→ **DATASET ENTRIES**:
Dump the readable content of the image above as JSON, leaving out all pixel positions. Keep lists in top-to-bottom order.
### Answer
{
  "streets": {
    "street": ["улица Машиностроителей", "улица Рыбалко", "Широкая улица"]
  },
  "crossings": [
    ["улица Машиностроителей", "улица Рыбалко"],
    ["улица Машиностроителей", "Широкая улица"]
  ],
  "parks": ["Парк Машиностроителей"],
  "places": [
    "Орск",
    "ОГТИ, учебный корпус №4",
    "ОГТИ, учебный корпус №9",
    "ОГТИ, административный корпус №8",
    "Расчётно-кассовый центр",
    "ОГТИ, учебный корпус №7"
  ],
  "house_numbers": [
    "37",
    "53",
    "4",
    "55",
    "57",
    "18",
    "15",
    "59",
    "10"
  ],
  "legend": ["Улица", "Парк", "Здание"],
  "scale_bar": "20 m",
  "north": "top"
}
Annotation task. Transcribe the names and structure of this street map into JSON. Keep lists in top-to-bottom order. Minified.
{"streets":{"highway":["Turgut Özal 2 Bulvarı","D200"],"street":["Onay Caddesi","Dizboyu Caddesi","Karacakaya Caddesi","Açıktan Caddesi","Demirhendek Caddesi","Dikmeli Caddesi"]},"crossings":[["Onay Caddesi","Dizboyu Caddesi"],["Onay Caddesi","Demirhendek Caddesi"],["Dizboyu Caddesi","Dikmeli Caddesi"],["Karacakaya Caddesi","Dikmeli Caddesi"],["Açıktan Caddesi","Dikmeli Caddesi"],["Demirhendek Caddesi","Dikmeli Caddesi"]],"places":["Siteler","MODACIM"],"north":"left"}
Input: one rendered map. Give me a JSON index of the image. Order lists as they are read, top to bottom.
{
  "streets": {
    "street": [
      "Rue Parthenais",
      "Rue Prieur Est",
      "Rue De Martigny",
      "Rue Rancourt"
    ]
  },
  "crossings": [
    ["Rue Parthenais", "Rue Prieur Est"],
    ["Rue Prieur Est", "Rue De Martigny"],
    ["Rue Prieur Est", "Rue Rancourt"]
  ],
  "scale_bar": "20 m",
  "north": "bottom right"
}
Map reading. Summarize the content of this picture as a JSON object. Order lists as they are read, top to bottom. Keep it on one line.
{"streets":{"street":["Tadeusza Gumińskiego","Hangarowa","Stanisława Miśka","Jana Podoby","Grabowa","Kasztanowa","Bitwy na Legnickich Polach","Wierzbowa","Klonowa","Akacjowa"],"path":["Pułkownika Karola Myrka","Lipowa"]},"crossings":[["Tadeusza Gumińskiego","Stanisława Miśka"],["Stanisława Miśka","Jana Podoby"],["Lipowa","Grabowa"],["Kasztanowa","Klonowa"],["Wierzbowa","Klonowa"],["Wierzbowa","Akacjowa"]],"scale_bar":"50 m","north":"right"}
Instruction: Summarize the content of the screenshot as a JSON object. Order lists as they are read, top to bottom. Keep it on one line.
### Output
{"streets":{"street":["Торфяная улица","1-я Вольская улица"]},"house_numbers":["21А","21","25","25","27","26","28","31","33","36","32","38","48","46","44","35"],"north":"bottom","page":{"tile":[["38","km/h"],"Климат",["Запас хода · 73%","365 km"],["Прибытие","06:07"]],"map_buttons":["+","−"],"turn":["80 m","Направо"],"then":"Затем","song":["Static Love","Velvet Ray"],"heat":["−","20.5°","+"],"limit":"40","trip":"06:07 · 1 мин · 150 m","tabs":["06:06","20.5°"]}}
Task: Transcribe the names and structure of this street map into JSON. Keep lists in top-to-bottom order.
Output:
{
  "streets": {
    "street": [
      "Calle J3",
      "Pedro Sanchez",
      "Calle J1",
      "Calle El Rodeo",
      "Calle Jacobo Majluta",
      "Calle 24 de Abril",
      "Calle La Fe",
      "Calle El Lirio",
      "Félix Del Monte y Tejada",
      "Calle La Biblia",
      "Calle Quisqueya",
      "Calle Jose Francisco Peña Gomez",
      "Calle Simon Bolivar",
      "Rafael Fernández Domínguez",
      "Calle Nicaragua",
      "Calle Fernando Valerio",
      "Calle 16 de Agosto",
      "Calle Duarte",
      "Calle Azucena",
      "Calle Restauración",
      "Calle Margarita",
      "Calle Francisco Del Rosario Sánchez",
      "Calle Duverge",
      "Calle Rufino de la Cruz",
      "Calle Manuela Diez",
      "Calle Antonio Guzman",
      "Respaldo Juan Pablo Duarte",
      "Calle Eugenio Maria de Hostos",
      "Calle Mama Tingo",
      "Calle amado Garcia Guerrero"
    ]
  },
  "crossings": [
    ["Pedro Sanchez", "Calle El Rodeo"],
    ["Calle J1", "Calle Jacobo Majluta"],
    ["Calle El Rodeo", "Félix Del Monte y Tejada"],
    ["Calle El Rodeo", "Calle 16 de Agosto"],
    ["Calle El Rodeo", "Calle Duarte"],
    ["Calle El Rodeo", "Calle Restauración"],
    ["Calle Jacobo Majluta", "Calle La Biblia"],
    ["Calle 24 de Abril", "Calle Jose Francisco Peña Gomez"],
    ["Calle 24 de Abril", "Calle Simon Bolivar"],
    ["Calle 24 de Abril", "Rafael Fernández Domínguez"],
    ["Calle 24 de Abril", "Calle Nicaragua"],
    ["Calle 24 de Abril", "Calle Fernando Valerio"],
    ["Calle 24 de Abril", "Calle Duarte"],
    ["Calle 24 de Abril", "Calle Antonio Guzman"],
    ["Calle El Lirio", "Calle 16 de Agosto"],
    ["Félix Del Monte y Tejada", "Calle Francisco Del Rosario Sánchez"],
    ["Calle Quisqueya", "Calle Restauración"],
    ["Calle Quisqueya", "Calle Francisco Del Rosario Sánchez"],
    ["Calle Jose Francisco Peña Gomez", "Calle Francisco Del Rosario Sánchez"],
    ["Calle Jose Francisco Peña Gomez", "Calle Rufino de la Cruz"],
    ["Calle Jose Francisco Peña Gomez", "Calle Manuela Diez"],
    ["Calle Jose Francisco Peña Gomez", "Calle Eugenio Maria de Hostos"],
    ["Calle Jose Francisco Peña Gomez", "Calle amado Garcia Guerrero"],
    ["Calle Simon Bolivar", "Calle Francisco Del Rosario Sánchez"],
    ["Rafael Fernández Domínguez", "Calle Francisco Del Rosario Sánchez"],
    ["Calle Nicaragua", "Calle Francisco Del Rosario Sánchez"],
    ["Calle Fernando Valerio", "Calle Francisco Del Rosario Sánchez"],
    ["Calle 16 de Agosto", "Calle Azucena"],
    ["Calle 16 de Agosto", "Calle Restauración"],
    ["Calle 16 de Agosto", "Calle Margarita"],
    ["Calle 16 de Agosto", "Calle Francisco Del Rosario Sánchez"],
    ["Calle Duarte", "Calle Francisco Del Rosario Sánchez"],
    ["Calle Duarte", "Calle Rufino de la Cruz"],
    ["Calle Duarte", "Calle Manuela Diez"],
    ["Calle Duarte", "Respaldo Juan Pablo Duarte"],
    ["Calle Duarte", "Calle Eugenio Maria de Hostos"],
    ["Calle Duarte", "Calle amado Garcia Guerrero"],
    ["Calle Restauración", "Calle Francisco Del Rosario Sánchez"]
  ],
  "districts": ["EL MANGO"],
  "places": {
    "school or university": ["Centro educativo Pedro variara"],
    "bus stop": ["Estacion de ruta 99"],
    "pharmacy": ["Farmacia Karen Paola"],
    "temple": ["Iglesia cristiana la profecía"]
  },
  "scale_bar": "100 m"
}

→ **EXERCISE GOAL**: Work out how many lines contain the word "Lirio" in the records, and answer with the number only.

→ **RESPONSE TO THE TASK**: 2